**REQUIREMENT:**
Among the lines below, restate word for word only those from the line with "Extract the structured" through the line with "Give me a JSON index of the", with both end lines kept.

**DATA RECORDS:**
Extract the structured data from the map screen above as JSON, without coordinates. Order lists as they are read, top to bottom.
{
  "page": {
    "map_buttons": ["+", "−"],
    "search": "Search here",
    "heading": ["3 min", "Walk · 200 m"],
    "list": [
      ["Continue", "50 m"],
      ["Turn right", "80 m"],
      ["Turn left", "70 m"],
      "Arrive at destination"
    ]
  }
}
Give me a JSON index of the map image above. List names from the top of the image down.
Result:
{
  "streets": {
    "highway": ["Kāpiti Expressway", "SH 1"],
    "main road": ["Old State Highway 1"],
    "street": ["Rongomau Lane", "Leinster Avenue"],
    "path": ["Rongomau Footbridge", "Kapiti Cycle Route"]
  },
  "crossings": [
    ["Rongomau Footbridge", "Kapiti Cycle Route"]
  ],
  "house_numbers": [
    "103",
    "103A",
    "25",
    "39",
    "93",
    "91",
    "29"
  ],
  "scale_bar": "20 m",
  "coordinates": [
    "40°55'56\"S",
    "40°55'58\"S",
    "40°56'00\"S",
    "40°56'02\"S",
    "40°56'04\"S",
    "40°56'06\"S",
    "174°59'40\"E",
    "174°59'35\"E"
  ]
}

==

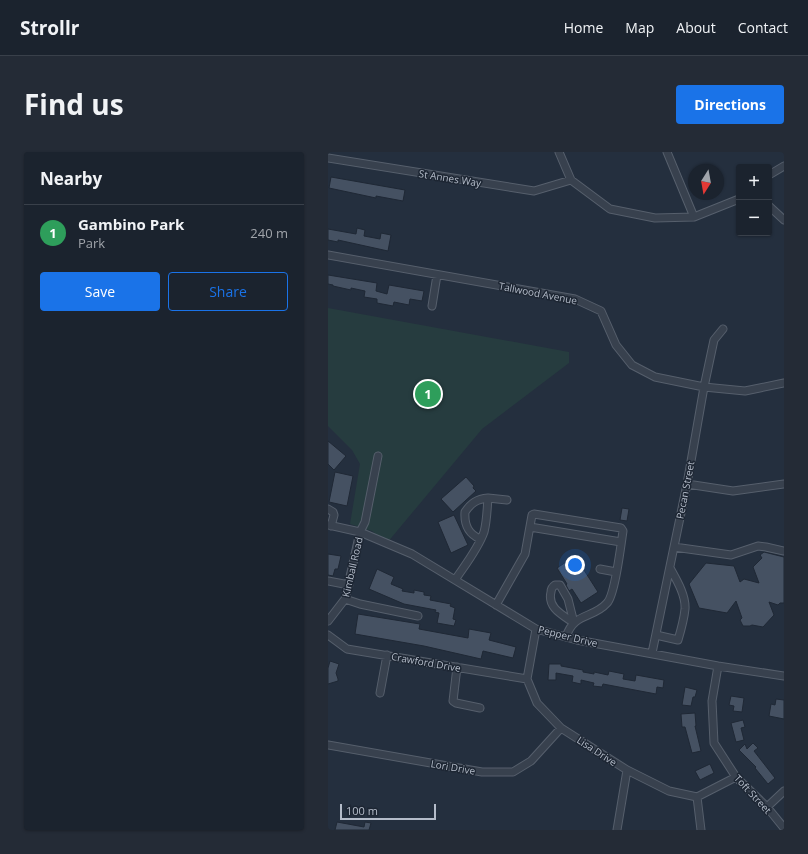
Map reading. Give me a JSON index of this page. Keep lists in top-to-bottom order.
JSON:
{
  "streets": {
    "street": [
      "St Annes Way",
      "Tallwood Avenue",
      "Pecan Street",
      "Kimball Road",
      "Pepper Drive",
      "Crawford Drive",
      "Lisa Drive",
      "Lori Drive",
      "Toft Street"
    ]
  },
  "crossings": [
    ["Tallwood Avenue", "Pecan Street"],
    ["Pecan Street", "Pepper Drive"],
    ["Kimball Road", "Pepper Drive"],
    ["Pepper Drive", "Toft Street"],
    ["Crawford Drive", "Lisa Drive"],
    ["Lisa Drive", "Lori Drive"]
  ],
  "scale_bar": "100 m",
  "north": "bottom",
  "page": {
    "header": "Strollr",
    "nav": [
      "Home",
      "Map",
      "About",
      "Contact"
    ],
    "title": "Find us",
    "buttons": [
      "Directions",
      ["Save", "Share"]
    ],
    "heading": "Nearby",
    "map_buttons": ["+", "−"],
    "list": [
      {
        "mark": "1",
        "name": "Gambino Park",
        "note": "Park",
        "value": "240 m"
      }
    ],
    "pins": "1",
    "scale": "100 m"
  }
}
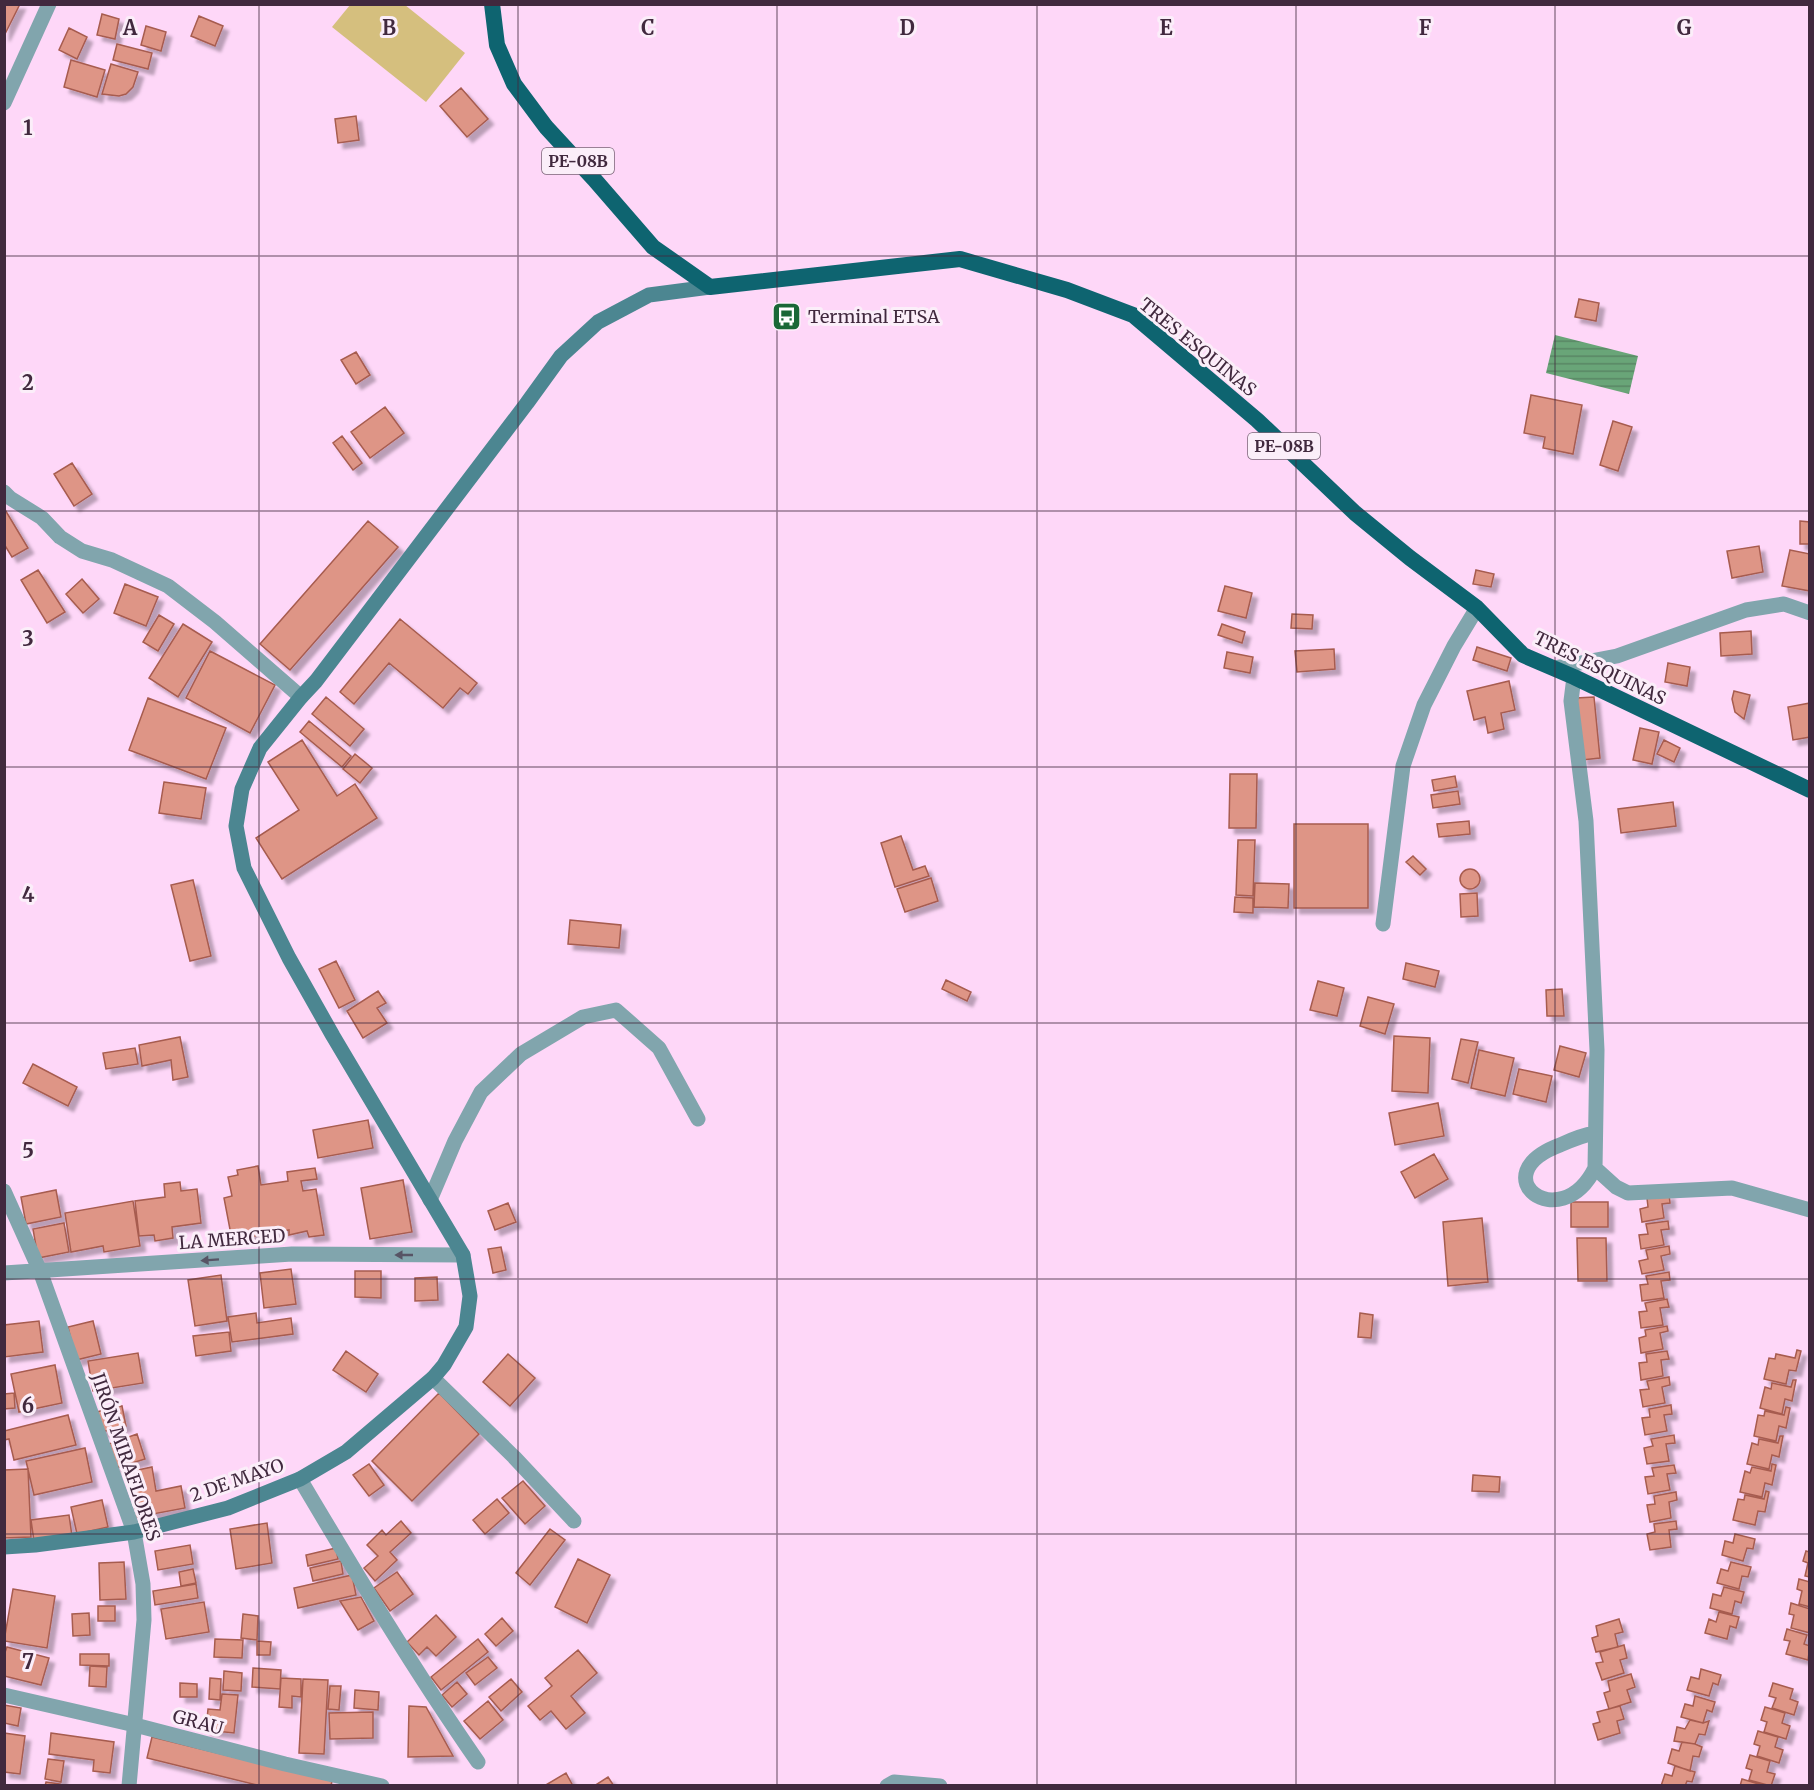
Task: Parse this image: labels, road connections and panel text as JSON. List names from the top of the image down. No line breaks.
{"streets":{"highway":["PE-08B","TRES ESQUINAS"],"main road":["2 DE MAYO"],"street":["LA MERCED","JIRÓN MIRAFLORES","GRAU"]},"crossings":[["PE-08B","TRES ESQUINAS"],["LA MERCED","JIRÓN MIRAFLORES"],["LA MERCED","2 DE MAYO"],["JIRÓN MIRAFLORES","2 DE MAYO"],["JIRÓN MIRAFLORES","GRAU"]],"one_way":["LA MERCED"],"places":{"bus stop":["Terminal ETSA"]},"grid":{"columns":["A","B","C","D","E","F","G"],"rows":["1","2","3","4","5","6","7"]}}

**RESULT FOR THIS TASK:**
Extract the structured data from the map screen above as JSON, without coordinates. Order lists as they are read, top to bottom.
{
  "page": {
    "map_buttons": ["+", "−"],
    "search": "Search here",
    "heading": ["3 min", "Walk · 200 m"],
    "list": [
      ["Continue", "50 m"],
      ["Turn right", "80 m"],
      ["Turn left", "70 m"],
      "Arrive at destination"
    ]
  }
}
Give me a JSON index of the map image above. List names from the top of the image down.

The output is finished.